The twentieth book I read in 2017 is
The Other Worldview: Exposing Christianity's Greatest Threat by Peter Jones. Jones's proposition is that all worldviews boil down to what he terms either Oneism or Twoism; that is, that either the universe is all there is and if there is a God or creator He is somehow a part of it, or that God exists apart from His creation.
This is a clever delineation, in one sense, in that it allows Jones to sweep scientific materialism, classic polytheism, pantheism, atheism, and the New Age movement into a single category. Twoism as a term, however, suffers from confusion with dualism, a concept that it has nothing to do with, and Jones is, indeed, forced to address the issue and clarify his meaning early on. In addition, Jones must classify Islam and Judaism as Oneist, though they are non-Trinitarian and thus, in his mind,
insufficiently Oneist. In the end, I'm not sure the conceit was worth the hoops he has to jump through to support it.
The early chapters on the rise (really, the renaissance) of Twoism are very interesting, as the author draws a line from classical paganism through the Spiritualist movement, Jungian psychology, and the Sexual Revolution of the 1960s, revealing some rather surprising connections. (Jung was certifiable, yo, attributing his psychological theories to an occultic spirit-guide with wings and horns named Philemon, who arranged a personal introduction to Gnostic deity Abraxas and entrusted Jung with the responsibility to become prophet of a new religion and save the world. I couldn't help but recall Niles Crane's discomfort with Daphne Moon's claims to have psychic power over and against his scientific worldview and wonder what he would have thought if
Frasier hadn't ended a year before the publication of
The Red Book, which contained Jung's private diary of his spiritual experiences.)
As is often the case with "what's wrong with the world" books, however, I found the later chapters rather meandering and inconclusive.
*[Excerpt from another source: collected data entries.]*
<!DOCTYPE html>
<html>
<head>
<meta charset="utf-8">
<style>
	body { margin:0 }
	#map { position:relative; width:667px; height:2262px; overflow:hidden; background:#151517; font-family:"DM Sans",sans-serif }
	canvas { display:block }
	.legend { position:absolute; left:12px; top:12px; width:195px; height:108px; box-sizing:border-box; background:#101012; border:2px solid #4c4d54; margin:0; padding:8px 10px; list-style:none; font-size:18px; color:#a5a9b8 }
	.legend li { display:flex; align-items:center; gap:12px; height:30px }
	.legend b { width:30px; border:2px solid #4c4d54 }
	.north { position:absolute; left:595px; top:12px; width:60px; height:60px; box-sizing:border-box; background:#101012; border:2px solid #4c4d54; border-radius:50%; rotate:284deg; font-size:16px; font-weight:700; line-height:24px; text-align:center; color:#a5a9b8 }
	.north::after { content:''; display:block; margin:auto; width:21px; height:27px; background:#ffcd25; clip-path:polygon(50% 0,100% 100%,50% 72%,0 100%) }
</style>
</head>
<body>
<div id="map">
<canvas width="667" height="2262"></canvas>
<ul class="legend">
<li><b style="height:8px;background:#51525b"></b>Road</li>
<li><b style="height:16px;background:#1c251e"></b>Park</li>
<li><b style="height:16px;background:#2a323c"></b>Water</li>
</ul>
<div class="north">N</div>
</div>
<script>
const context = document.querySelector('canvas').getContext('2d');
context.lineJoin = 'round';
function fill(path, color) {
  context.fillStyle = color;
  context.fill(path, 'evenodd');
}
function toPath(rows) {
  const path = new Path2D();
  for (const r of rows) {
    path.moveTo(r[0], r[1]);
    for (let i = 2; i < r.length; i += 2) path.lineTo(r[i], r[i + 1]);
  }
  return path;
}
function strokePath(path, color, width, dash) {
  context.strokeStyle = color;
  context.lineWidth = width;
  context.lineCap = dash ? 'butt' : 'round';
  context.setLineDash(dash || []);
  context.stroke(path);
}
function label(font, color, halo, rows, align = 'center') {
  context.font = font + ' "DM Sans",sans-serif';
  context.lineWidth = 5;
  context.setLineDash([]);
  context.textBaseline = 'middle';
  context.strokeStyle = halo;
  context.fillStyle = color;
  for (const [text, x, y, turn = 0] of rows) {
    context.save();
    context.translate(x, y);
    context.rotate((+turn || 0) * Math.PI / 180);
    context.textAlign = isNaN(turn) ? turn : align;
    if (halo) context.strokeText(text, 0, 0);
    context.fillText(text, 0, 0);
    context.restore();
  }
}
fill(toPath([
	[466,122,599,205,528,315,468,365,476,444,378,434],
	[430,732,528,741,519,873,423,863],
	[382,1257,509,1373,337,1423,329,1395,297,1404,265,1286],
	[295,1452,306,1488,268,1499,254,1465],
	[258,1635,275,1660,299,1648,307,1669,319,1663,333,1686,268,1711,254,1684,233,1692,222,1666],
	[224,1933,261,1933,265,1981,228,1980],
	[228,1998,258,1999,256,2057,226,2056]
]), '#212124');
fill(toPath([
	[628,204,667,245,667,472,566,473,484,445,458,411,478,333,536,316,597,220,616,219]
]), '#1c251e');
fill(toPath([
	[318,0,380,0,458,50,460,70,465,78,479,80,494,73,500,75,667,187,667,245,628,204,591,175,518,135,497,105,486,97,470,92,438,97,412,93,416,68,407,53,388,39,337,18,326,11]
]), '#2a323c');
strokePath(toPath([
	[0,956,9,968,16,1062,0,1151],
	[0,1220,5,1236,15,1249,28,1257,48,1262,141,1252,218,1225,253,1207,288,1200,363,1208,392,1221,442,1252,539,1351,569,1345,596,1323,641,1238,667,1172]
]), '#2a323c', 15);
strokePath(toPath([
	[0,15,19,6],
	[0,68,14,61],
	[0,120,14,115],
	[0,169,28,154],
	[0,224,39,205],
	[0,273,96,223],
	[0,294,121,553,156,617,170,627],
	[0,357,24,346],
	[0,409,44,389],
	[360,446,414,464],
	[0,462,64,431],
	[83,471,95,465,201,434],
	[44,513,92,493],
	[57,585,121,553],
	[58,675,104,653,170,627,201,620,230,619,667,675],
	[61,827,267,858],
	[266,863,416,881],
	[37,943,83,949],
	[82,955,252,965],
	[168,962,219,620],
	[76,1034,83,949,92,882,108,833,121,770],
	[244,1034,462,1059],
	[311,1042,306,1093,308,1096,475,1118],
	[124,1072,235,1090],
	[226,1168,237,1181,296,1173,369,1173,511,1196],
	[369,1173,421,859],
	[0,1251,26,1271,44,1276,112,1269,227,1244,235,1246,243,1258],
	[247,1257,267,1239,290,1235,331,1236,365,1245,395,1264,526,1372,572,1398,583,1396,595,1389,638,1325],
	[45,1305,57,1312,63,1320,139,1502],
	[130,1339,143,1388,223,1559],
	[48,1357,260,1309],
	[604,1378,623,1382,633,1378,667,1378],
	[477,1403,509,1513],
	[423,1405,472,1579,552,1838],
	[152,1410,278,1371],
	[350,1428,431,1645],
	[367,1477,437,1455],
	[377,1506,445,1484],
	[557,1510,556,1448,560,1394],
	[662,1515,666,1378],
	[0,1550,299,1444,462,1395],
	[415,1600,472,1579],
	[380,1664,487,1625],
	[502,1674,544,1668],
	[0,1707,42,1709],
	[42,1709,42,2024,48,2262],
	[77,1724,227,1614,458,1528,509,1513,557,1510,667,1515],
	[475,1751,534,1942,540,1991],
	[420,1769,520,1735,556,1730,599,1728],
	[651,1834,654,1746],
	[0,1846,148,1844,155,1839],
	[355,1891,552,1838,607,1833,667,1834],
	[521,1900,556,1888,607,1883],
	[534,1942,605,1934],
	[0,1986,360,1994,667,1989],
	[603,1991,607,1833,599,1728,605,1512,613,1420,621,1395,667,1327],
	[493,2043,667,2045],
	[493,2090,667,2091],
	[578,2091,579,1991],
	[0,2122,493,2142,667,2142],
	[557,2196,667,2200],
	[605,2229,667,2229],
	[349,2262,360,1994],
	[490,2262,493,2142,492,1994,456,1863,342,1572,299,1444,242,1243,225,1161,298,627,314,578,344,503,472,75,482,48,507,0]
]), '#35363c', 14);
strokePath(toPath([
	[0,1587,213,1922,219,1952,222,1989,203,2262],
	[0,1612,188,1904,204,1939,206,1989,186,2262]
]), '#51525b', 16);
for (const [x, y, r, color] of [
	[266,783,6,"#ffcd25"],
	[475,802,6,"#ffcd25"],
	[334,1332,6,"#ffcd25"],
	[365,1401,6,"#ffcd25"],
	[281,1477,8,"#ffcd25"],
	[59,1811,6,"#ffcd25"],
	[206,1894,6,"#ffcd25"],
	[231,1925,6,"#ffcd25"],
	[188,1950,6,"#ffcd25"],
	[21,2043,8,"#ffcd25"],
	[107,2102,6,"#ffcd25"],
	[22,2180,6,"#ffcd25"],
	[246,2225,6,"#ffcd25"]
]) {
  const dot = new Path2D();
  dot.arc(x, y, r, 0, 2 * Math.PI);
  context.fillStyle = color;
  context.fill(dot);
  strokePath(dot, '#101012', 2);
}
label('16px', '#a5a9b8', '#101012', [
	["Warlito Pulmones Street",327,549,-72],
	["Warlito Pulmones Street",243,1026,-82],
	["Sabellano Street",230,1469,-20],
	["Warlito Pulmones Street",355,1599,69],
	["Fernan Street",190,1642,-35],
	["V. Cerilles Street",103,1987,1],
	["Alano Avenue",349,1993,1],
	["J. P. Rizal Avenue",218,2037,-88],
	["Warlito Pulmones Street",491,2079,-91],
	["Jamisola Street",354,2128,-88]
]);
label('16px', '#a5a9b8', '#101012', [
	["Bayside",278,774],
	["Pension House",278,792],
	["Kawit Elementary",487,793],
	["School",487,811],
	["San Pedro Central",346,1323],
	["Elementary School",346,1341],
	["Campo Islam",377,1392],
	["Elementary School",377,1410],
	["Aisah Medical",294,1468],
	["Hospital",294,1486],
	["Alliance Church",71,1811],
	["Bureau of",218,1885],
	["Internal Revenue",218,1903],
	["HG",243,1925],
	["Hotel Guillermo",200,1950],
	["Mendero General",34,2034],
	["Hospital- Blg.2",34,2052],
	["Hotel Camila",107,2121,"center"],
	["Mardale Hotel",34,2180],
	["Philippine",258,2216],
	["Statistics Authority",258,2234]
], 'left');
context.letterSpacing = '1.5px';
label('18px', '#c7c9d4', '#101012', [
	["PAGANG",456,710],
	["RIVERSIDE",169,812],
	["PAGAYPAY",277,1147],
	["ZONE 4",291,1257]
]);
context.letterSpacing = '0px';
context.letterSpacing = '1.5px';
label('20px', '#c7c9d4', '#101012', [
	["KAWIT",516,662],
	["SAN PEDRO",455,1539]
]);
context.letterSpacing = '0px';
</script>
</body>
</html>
Once the author has identified the disease, one rather expects him to point to the cure. Given that Jones is an orthodox Christian, however, he can provide no cure but the one prescribed in the Bible: the necessity for human beings to place their faith in Jesus Christ and wait for God to put things right. There is no public policy solution or twelve steps to a better, more vibrant you, which is anticlimactic.
In the nitpicking category, I'm not at all sure which side of the circle on the cover of the book is supposed to be the "good" or Twoist side: the black stripes or the red web. In addition, the cover blurb from the foreword by R. C. Sproul announces that the book is "for every concerned American -- and especially for every Christian who weeps at the graveside of his culture," which a) is the purplest of overly dramatic prose, and b) suggests that a Christian worldview is coterminous with 20th-century American culture, which would certainly be news to 99% of Christians who have lived in the world
anywhere else ever, including the apostles and church fathers.